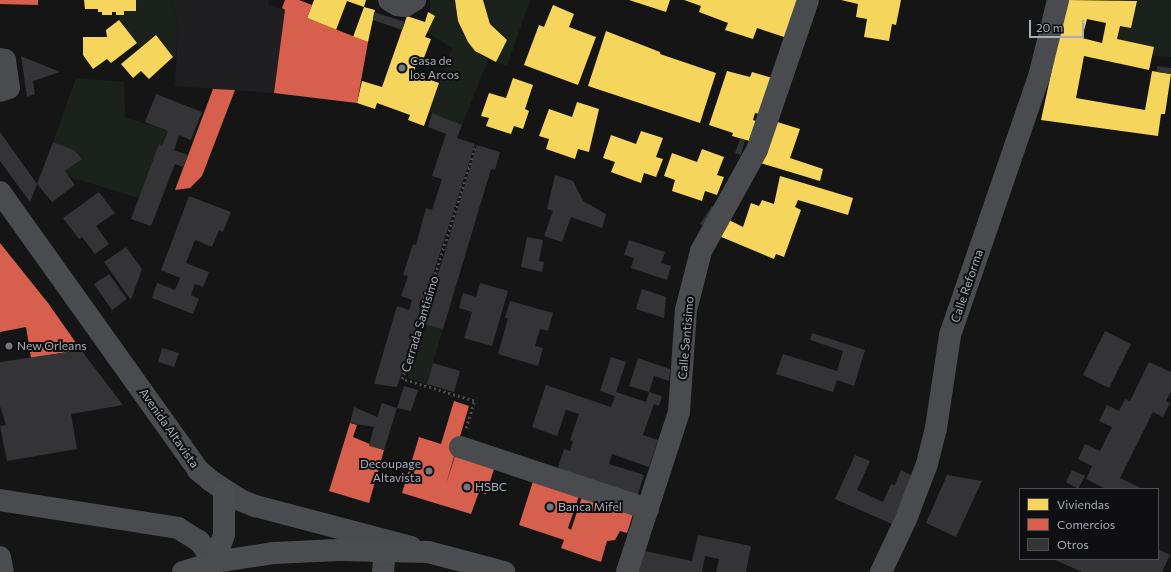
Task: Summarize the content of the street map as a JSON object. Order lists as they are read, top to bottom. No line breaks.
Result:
{"streets":{"main road":["Avenida Altavista"],"street":["Calle Reforma","Calle Santisimo"],"path":["Cerrada Santisimo"]},"places":["Casa de los Arcos","New Orleans","Decoupage Altavista","HSBC","Banca Mifel"],"legend":["Viviendas","Comercios","Otros"],"scale_bar":"20 m"}
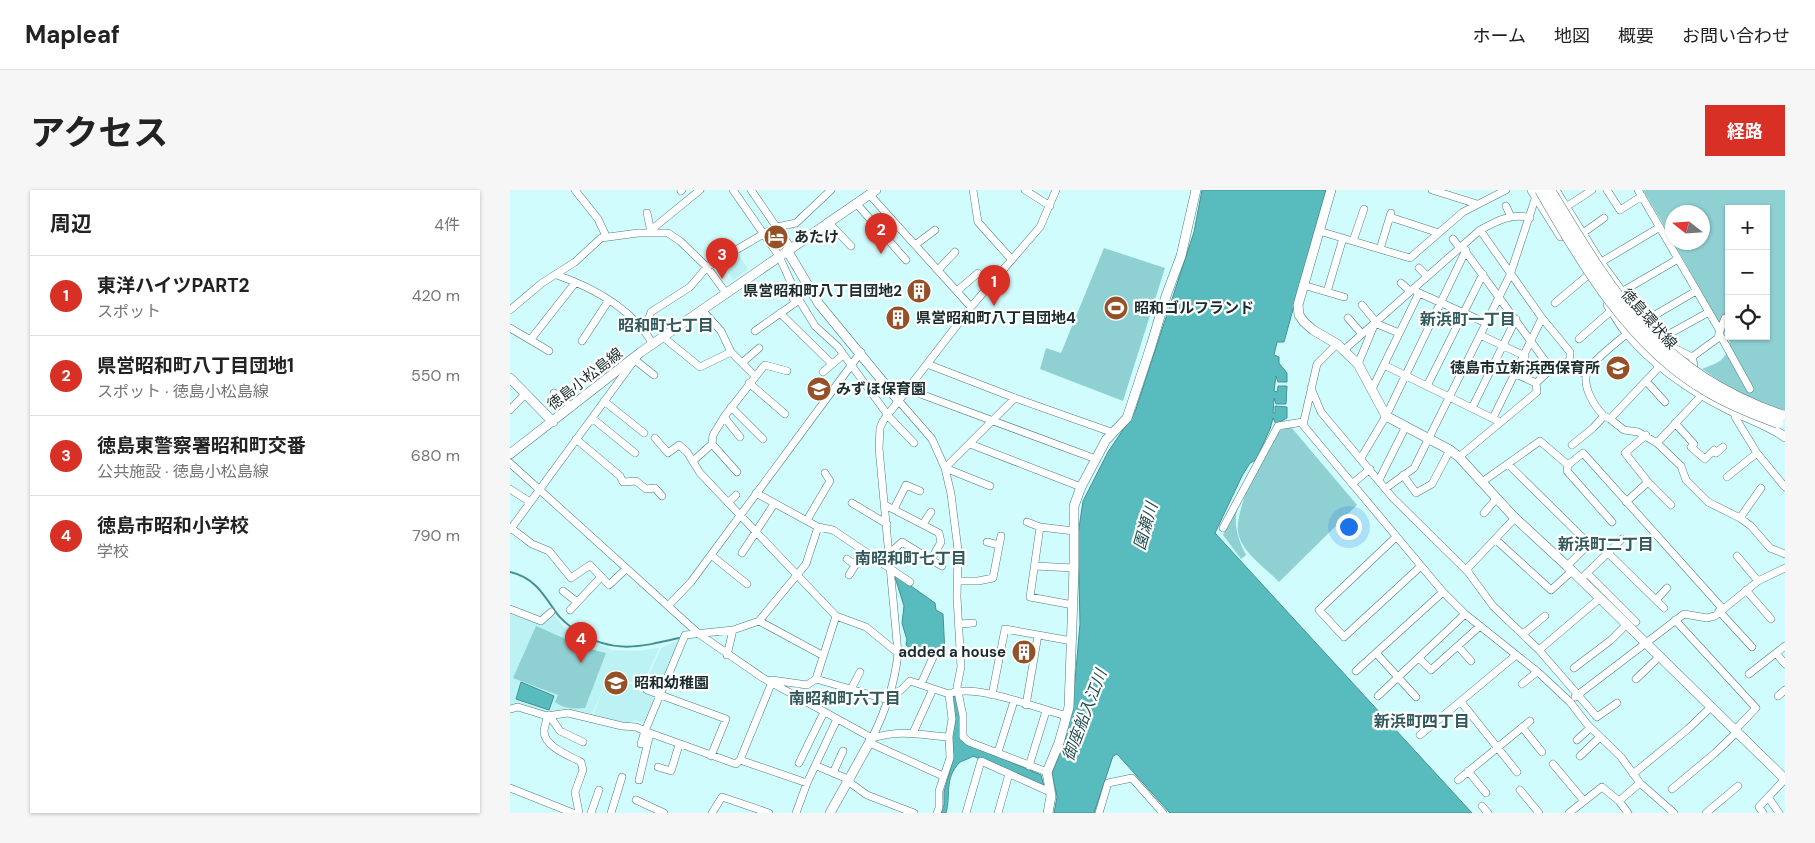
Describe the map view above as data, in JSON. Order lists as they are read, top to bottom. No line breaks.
{"streets":{"main road":["徳島環状線"],"street":["徳島小松島線"]},"districts":["新浜町一丁目","昭和町七丁目","新浜町二丁目","南昭和町七丁目","南昭和町六丁目","新浜町四丁目"],"water":["園瀬川","御座船入江川"],"places":{"hotel":["あたけ"],"building":["県営昭和町八丁目団地2","県営昭和町八丁目団地4","added a house"],"sports":["昭和ゴルフランド"],"school or university":["徳島市立新浜西保育所","みずほ保育園","昭和幼稚園"]},"north":"left","page":{"header":"Mapleaf","nav":["ホーム","地図","概要","お問い合わせ"],"title":"アクセス","buttons":"経路","heading":["周辺","4件"],"map_buttons":["+","−"],"pins":["2","3","1","4"],"list":[{"mark":"1","name":"東洋ハイツPART2","note":"スポット","value":"420 m"},{"mark":"2","name":"県営昭和町八丁目団地1","note":"スポット · 徳島小松島線","value":"550 m"},{"mark":"3","name":"徳島東警察署昭和町交番","note":"公共施設 · 徳島小松島線","value":"680 m"},{"mark":"4","name":"徳島市昭和小学校","note":"学校","value":"790 m"}]}}
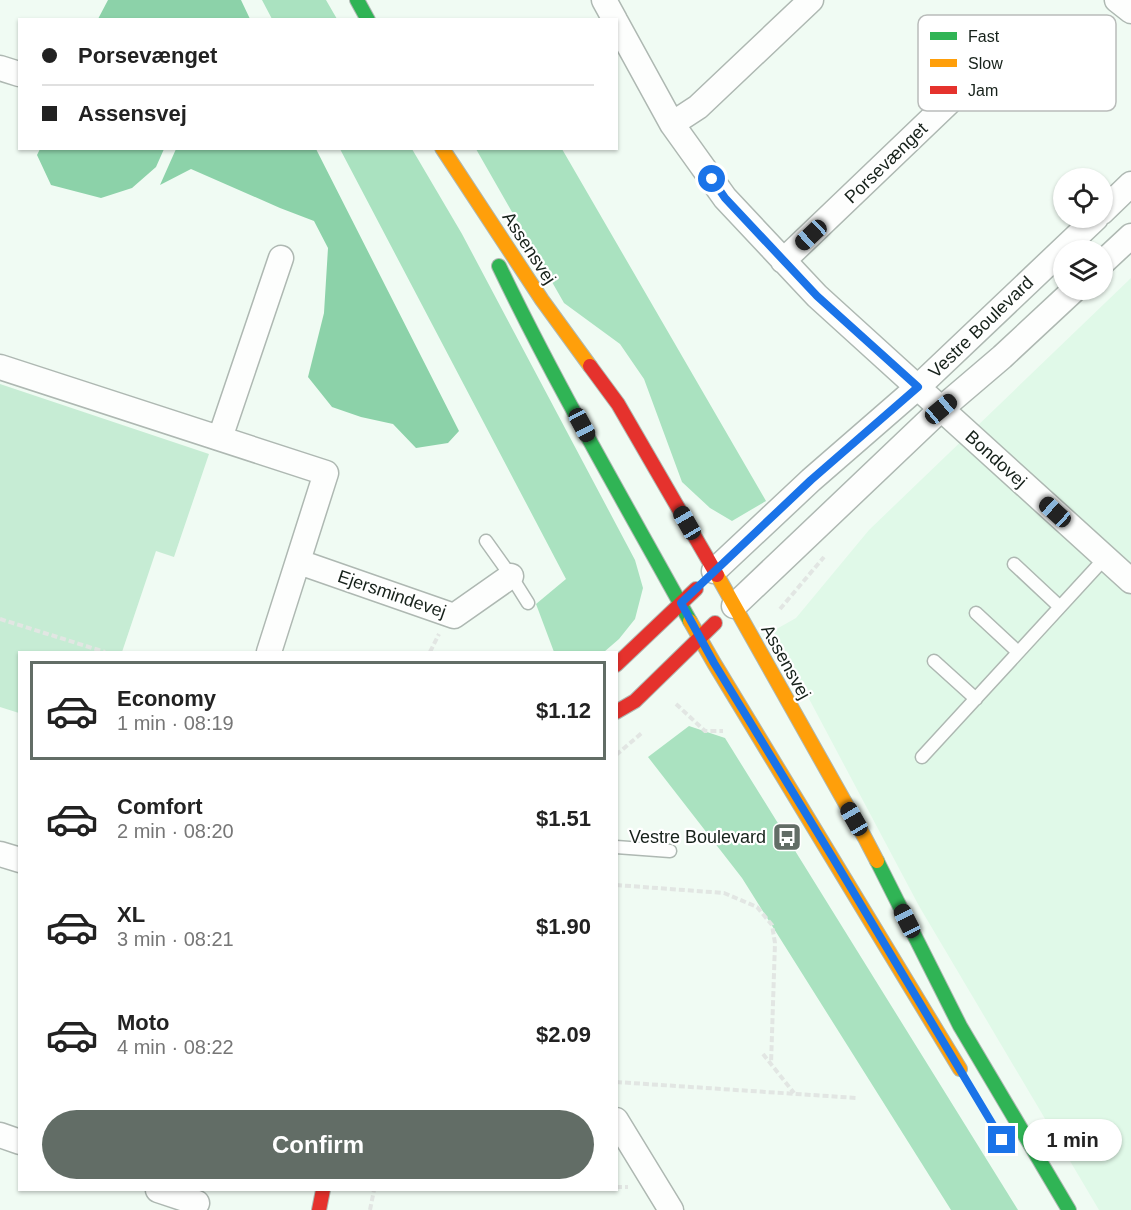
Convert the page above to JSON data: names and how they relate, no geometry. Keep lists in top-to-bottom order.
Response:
•••
*What you have to do*
Leaving out the images, return the entries above exactly as they read.

*Exercise result*
Task: Summarize the content of the street map as a JSON object. Order lists as they are read, top to bottom. No line breaks.
Result:
{"streets":{"main road":["Avenida Altavista"],"street":["Calle Reforma","Calle Santisimo"],"path":["Cerrada Santisimo"]},"places":["Casa de los Arcos","New Orleans","Decoupage Altavista","HSBC","Banca Mifel"],"legend":["Viviendas","Comercios","Otros"],"scale_bar":"20 m"}
Describe the map view above as data, in JSON. Order lists as they are read, top to bottom. No line breaks.
{"streets":{"main road":["徳島環状線"],"street":["徳島小松島線"]},"districts":["新浜町一丁目","昭和町七丁目","新浜町二丁目","南昭和町七丁目","南昭和町六丁目","新浜町四丁目"],"water":["園瀬川","御座船入江川"],"places":{"hotel":["あたけ"],"building":["県営昭和町八丁目団地2","県営昭和町八丁目団地4","added a house"],"sports":["昭和ゴルフランド"],"school or university":["徳島市立新浜西保育所","みずほ保育園","昭和幼稚園"]},"north":"left","page":{"header":"Mapleaf","nav":["ホーム","地図","概要","お問い合わせ"],"title":"アクセス","buttons":"経路","heading":["周辺","4件"],"map_buttons":["+","−"],"pins":["2","3","1","4"],"list":[{"mark":"1","name":"東洋ハイツPART2","note":"スポット","value":"420 m"},{"mark":"2","name":"県営昭和町八丁目団地1","note":"スポット · 徳島小松島線","value":"550 m"},{"mark":"3","name":"徳島東警察署昭和町交番","note":"公共施設 · 徳島小松島線","value":"680 m"},{"mark":"4","name":"徳島市昭和小学校","note":"学校","value":"790 m"}]}}
Convert the page above to JSON data: names and how they relate, no geometry. Keep lists in top-to-bottom order.
Response:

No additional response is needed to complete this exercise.